Richard Kew‘s other posts may be found hereThe featured image is from Pixabay. 

2 COMMENTS

  1. Richard, it is no surprise that even in your winter years the Lord has given you an experience which He uses to shake us anew with your perennial question: “Can we get real here and stop *playing* Church, for God’s sake?!?”

    Thank you. Keep working us as God works you. And may God, indeed, grant you a good death, when it comes.

  2. Richard Kew’s compelling narrative of his health crisis ends with a plea that we support one another. This reply is an attempt at such support.

    I preceded Richard by twenty years in going through emergency heart surgery. My experience of it, however, was different. It is not because I am a better man or better Christian than Richard that I was not shattered by the experience. I am a “cradle” Episcopalian. Though I have had doubts about myself and my faith over these many years, I have never known a waking moment in which I was not aware of being a child of God, what our Baptismal form calls “Christ’s own forever.”

    To be sure I was surprised and unnerved when my wife and I went in for some test when I presented with chest pains. In short order a significant set of blockages were found. The surgeon suggested surgery that very day (I later found out that he had a cancellation because his 2:00 pm patient had died). My wife, an academic social scientist with great analytical skills, asked what options we might have to immediate surgery. He said, well, this is Monday; he might die by Friday. No more questions from us, and before we knew it, I was headed for surgery. We had a quiet prayer together, and my wife said she’d pray for me over the coming hours. Somehow I was given peace in my spirit that I was in good hands with the surgeon. Going into surgery, I prayed the prayer that I was reminded to pray by my fictional best friend, Fr. Tim Cavanaugh in Jan Karon’s Mitford series. As Fr. Tim always says, it is the prayer that never fails: “Thy will be done.”

    The next morning, with a fairly beat up body, and a long scar in two places, I awakened to the smiling faces of three people: my doctor, my wife, and my son, Christopher – a good lad who would later assume his current position as editor of The Living Church. Make no mistake, recovery was hard. I had all the doubts that the textbooks suggest about whether or not, or to what extent, I would be able to return to anything like “normal” life.

    But here again, I never had any real doubts in terms of being cared for by a loving God. The storms of life will come to us all. God won’t take them away because we want him to do so. Rather he promises to be with us in the storm. Somehow I received the grace to go ahead with that assurance, even if that meant I wouldn’t have a full recovery; I know I was going to be OK – whatever that meant.
    Richard mentions the delights of being bi-national in his experience. I too know that, though I was born on the American side. I was a research fellow at London University when Christopher was born in a Hertfordshire village. St. Albans was “our” cathedral. Later living in north London, seconded to a CofE theological school, Barbara and I came so comfortable in London that we no longer need a map when we go out and about. I hope Richard continues to be delighted to be at ease on both sides of the Atlantic. As my friend Alistair Cooke always said about where he was most comfortable, he felt “equally homely and equally strange of both sides.” If you miss rugby, then find out how to stream the matches from Cardiff, where, if nothing else, the singing will cheer you.
    The literature on recovery for serious sur
    gery like Richard and I had says it is normal to expect a “down” time for months thereafter.
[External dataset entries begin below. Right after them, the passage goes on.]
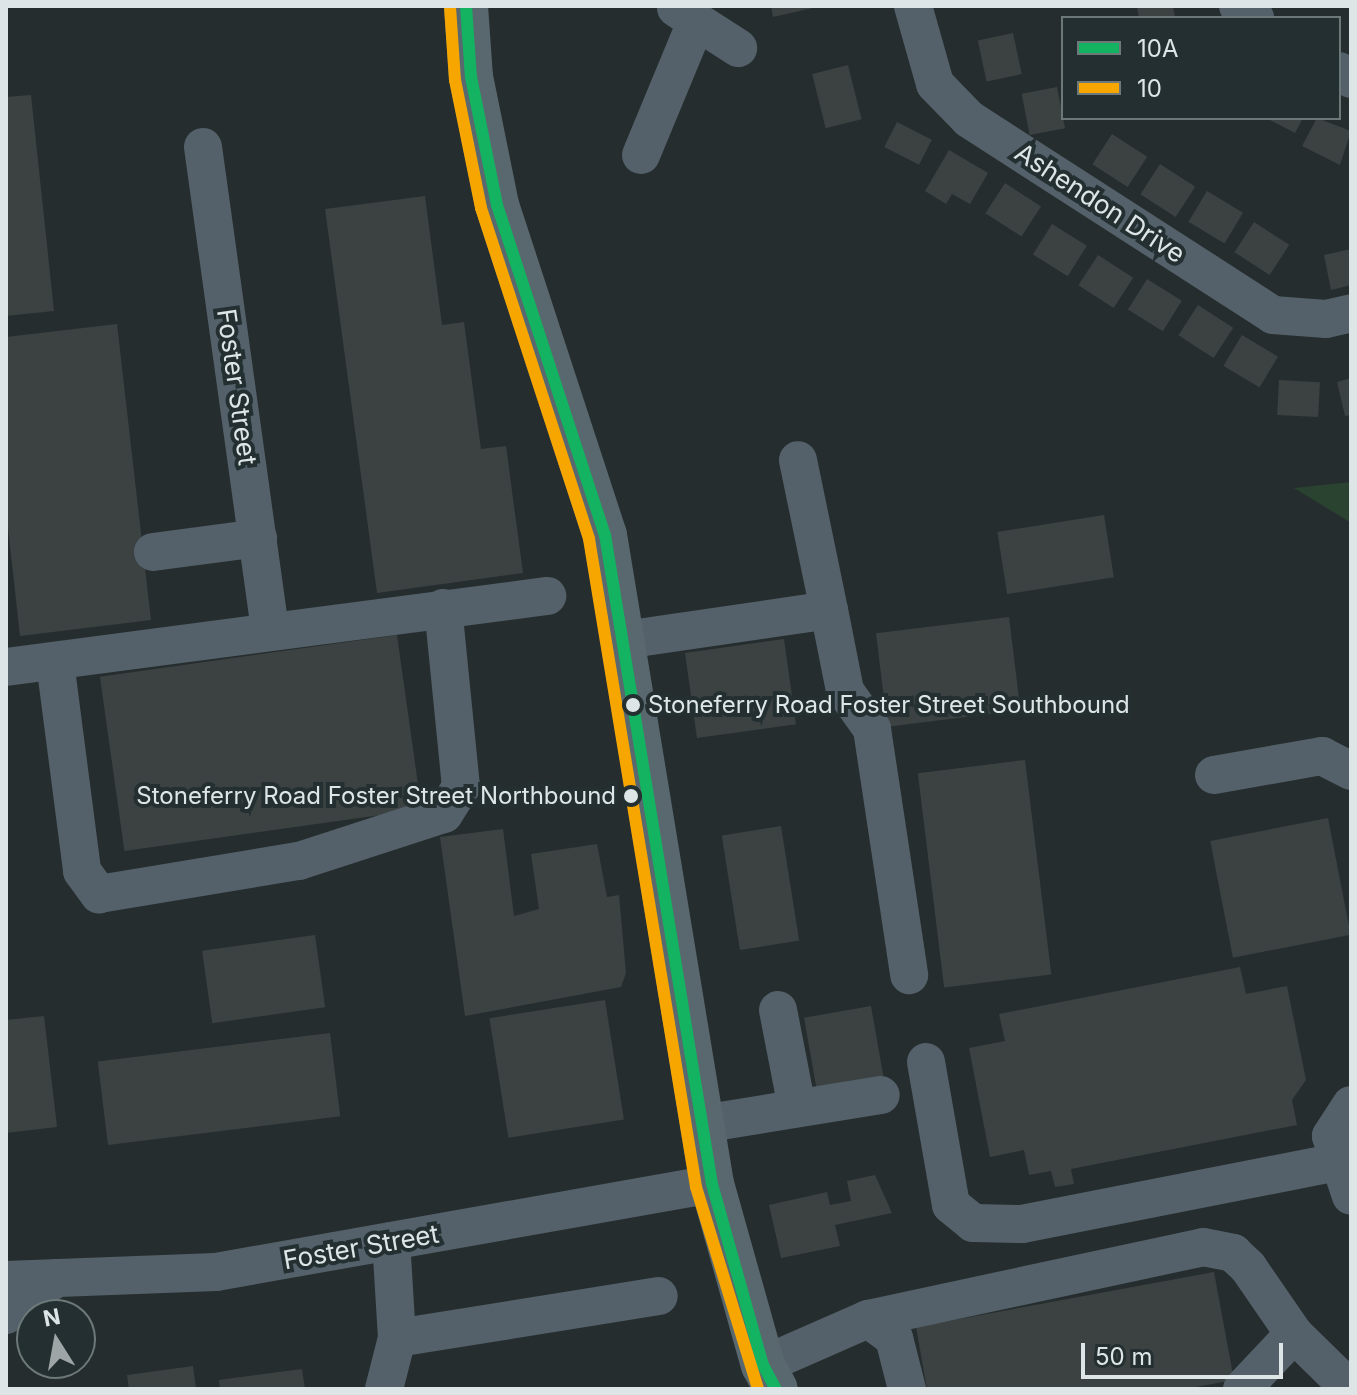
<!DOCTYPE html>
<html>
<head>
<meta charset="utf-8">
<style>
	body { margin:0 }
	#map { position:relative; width:1357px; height:1395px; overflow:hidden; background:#262d2e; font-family:Inter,sans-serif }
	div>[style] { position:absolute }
	.green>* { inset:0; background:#294330 }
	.building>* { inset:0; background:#3c4242; transform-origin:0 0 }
	.minor>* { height:38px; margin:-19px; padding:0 19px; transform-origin:19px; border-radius:19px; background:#54616a }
	.highway>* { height:44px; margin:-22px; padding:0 22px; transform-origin:22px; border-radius:22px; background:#59686f }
	.bus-1>* { height:12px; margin:-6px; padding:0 6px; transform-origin:6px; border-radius:6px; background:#13b361 }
	.bus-2>* { height:12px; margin:-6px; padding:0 6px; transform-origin:6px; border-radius:6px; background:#f7a600 }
	.dots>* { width:22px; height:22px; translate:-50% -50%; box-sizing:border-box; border:4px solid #232f31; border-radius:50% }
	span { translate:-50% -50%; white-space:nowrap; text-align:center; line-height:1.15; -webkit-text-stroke:8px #232f31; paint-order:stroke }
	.bus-label { font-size:24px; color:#dde5e6 }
	.left { translate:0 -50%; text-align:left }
	.right { translate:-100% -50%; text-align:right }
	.street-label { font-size:26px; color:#dde5e6 }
	.frame { position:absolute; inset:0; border:8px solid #dde5e6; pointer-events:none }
	.legend { position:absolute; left:1061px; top:16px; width:280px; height:104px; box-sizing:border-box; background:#232f31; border:2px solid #6d7879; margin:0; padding:10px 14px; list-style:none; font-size:24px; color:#dde5e6 }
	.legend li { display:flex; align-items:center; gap:16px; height:40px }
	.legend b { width:40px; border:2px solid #6d7879 }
	.north { position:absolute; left:16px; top:1299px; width:80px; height:80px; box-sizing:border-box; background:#232f31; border:2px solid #6d7879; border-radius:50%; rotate:349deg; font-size:22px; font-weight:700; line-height:32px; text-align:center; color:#dde5e6 }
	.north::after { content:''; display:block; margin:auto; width:28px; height:36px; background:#9da5a6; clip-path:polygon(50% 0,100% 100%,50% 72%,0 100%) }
	.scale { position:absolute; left:1081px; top:1343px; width:202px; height:36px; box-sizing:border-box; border:4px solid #dde5e6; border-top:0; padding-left:10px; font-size:24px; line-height:28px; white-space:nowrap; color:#dde5e6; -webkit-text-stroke:6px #232f31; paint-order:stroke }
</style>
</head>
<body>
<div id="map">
	<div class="green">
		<div style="clip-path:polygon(1351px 482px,1351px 523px,1294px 488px)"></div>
	</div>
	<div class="building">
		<div style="clip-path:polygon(771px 6px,816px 6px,817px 7px,773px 17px)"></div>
		<div style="clip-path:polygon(1173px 6px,1175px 18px,1139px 18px,1137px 7px)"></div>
		<div style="left:1013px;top:33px;width:42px;height:36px;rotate:78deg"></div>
		<div style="left:848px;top:65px;width:56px;height:37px;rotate:76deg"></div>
		<div style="left:1057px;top:87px;width:42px;height:36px;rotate:79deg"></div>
		<div style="clip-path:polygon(31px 95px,54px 311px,6px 316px,6px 97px)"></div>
		<div style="clip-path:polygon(1266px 118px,1303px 118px,1295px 133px)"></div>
		<div style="clip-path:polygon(1317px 118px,1351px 131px,1340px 165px,1302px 146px)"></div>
		<div style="left:897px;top:122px;width:39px;height:28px;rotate:27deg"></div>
		<div style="left:1112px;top:134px;width:42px;height:36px;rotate:33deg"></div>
		<div style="clip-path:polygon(949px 150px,988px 173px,970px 204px,952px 194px,946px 204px,925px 191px)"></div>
		<div style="left:1160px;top:164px;width:42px;height:36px;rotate:33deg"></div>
		<div style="left:1005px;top:183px;width:43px;height:36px;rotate:33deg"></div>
		<div style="left:1207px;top:191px;width:42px;height:36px;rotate:31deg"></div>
		<div style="clip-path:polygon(425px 196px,442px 325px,464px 322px,481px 449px,506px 446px,523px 573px,377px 593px,325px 209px)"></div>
		<div style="left:1254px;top:222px;width:42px;height:36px;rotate:33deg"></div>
		<div style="left:1052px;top:224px;width:41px;height:36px;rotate:32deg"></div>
		<div style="clip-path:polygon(1351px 249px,1351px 285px,1331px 290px,1324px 255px)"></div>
		<div style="left:1098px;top:255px;width:42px;height:36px;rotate:33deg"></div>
		<div style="left:1147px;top:279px;width:41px;height:36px;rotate:32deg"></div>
		<div style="left:1198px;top:305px;width:42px;height:36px;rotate:33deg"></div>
		<div style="clip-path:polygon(117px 324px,151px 620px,20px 636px,6px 510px,6px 337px)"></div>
		<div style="left:1242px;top:335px;width:42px;height:36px;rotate:31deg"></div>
		<div style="clip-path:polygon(1351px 378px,1351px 415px,1345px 416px,1337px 382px)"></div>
		<div style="left:1279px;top:380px;width:41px;height:35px;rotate:3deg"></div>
		<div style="left:1104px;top:515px;width:63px;height:108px;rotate:81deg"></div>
		<div style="left:1009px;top:617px;width:94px;height:134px;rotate:83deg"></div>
		<div style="left:397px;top:635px;width:176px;height:300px;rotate:82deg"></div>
		<div style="left:784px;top:639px;width:86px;height:100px;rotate:82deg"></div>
		<div style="left:1025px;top:760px;width:216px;height:108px;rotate:83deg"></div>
		<div style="left:1328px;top:818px;width:119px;height:120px;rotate:79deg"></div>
		<div style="left:781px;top:826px;width:116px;height:60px;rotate:81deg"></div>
		<div style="clip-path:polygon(503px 829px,514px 916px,539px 909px,531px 854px,597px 844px,607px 897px,619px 895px,626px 973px,621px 987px,465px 1016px,440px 837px)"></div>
		<div style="left:315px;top:935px;width:73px;height:114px;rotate:82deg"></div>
		<div style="clip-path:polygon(1240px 967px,1246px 994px,1287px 986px,1306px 1080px,1292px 1100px,1297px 1125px,1071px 1169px,1074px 1184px,1055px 1187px,1051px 1171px,1029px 1175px,1024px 1150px,990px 1157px,969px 1048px,1005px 1041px,999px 1014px)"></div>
		<div style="left:605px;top:1000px;width:121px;height:117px;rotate:81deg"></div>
		<div style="left:871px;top:1006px;width:76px;height:68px;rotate:80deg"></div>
		<div style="clip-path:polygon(44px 1016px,57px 1127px,6px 1133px,6px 1020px)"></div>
		<div style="left:330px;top:1033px;width:84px;height:234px;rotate:83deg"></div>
		<div style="clip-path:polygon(875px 1175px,892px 1213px,835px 1225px,840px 1246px,781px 1258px,769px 1205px,827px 1192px,830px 1205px,851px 1201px,847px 1181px)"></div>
		<div style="clip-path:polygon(1214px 1272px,1234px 1380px,1185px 1389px,927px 1389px,916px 1327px)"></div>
		<div style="clip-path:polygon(193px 1366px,196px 1389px,129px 1389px,127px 1375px)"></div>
		<div style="clip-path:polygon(302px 1369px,305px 1389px,220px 1389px,219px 1380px)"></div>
	</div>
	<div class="minor">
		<div style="left:913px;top:6px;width:81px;rotate:74.2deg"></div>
		<div style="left:935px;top:84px;width:49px;rotate:45.8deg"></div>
		<div style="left:969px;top:119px;width:362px;rotate:32.8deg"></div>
		<div style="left:1273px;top:315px;width:53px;rotate:4.3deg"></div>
		<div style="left:1326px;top:319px;width:26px;rotate:-13deg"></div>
		<div style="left:1238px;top:6px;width:21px;rotate:35deg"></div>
		<div style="left:676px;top:8px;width:74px;rotate:32.8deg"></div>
		<div style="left:1339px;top:71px;width:14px;rotate:34deg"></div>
		<div style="left:203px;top:147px;width:486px;rotate:82.1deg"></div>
		<div style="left:641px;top:155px;width:144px;rotate:-67.5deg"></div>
		<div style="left:153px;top:552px;width:106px;rotate:-7.6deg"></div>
		<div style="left:829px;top:610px;width:83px;rotate:78.8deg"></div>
		<div style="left:845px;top:691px;width:47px;rotate:54.6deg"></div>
		<div style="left:872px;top:729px;width:249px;rotate:81.4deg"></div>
		<div style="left:624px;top:640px;width:207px;rotate:-8.3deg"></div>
		<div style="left:829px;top:610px;width:153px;rotate:-101.7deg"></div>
		<div style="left:55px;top:662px;width:211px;rotate:82.6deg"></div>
		<div style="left:82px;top:871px;width:29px;rotate:54deg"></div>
		<div style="left:99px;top:894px;width:203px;rotate:-9.4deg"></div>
		<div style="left:299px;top:861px;width:152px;rotate:-18deg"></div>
		<div style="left:444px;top:814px;width:32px;rotate:-58deg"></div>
		<div style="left:461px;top:787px;width:180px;rotate:-95.7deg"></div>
		<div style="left:6px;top:667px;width:546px;rotate:-7.48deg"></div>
		<div style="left:1214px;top:775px;width:110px;rotate:-10deg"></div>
		<div style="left:1322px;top:756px;width:33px;rotate:27deg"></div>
		<div style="left:778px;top:1010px;width:100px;rotate:79deg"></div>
		<div style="left:926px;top:1062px;width:145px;rotate:80.1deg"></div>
		<div style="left:951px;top:1205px;width:28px;rotate:39deg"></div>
		<div style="left:973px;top:1223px;width:49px;rotate:1.2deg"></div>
		<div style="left:1022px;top:1224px;width:321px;rotate:-11.1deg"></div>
		<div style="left:1351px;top:1105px;width:37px;rotate:123deg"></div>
		<div style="left:1331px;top:1136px;width:63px;rotate:71.6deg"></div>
		<div style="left:702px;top:1124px;width:181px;rotate:-9.2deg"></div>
		<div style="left:6px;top:1280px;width:210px;rotate:-2.2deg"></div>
		<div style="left:216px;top:1272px;width:504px;rotate:-10.06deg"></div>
		<div style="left:6px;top:1315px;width:62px;rotate:-36.5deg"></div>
		<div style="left:868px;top:1319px;width:343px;rotate:-12.1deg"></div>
		<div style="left:1203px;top:1247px;width:31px;rotate:11deg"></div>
		<div style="left:1233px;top:1253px;width:21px;rotate:43deg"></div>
		<div style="left:1248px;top:1267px;width:81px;rotate:55.5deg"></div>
		<div style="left:397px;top:1338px;width:265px;rotate:-9.1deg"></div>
		<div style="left:763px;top:1365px;width:115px;rotate:-23.7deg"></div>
		<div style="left:868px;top:1319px;width:32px;rotate:36deg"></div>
		<div style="left:894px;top:1338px;width:53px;rotate:75.7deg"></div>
		<div style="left:384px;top:1389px;width:53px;rotate:-75.7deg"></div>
		<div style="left:397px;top:1338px;width:97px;rotate:-93.5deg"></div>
		<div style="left:1242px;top:1389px;width:76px;rotate:-46.6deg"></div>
		<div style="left:1294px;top:1334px;width:71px;rotate:44.4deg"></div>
	</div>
	<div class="highway">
		<div style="left:466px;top:6px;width:71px;rotate:86deg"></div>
		<div style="left:471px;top:77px;width:131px;rotate:78.5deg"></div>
		<div style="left:497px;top:205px;width:347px;rotate:71.9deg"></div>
		<div style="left:605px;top:535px;width:658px;rotate:80.64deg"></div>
		<div style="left:712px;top:1184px;width:188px;rotate:74.3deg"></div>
		<div style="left:763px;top:1365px;width:27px;rotate:62deg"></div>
	</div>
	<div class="bus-1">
		<div style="left:466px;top:6px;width:71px;rotate:86deg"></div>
		<div style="left:471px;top:77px;width:131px;rotate:78.5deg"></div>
		<div style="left:497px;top:205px;width:347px;rotate:71.9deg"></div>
		<div style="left:605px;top:535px;width:658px;rotate:80.64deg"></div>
		<div style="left:712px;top:1184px;width:188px;rotate:74.3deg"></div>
		<div style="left:763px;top:1365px;width:27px;rotate:62deg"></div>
	</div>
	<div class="bus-2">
		<div style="left:450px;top:7px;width:73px;rotate:86.1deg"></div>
		<div style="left:455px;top:80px;width:131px;rotate:78.5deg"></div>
		<div style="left:481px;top:208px;width:348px;rotate:71.9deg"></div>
		<div style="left:589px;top:539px;width:657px;rotate:80.62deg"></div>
		<div style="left:696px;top:1187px;width:211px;rotate:72.9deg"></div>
	</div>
	<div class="dots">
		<div style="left:633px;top:705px;background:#dde5e6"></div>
		<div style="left:631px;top:796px;background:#dde5e6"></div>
	</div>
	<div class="bus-label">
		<span class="left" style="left:648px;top:705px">Stoneferry Road Foster Street Southbound</span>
		<span class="right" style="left:616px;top:796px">Stoneferry Road Foster Street Northbound</span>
	</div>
	<div class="street-label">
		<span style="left:1100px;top:203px;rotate:33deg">Ashendon Drive</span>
		<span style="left:237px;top:387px;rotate:82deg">Foster Street</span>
		<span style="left:361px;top:1247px;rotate:-10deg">Foster Street</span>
	</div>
	<div class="frame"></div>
	<ul class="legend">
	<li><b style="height:10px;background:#13b361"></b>10A</li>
	<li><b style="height:10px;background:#f7a600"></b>10</li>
	</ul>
	<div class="north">N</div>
	<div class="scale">50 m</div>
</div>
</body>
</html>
I don’t say “depression,” which is a clinical diagnosis. But what my cardiologist said was a general sense of feeling “the blues.” And, if a flood of tears comes unexpectedly, just roll with it. It will pass. Richard says he is ashamed of how his faith wavered in the process. Please – please – don’t be too hard on yourself just now. It is going to be OK. Feel the embrace of love and acceptance from your sisters and brothers on Covenant and elsewhere, and at the communion rail, where you have come home.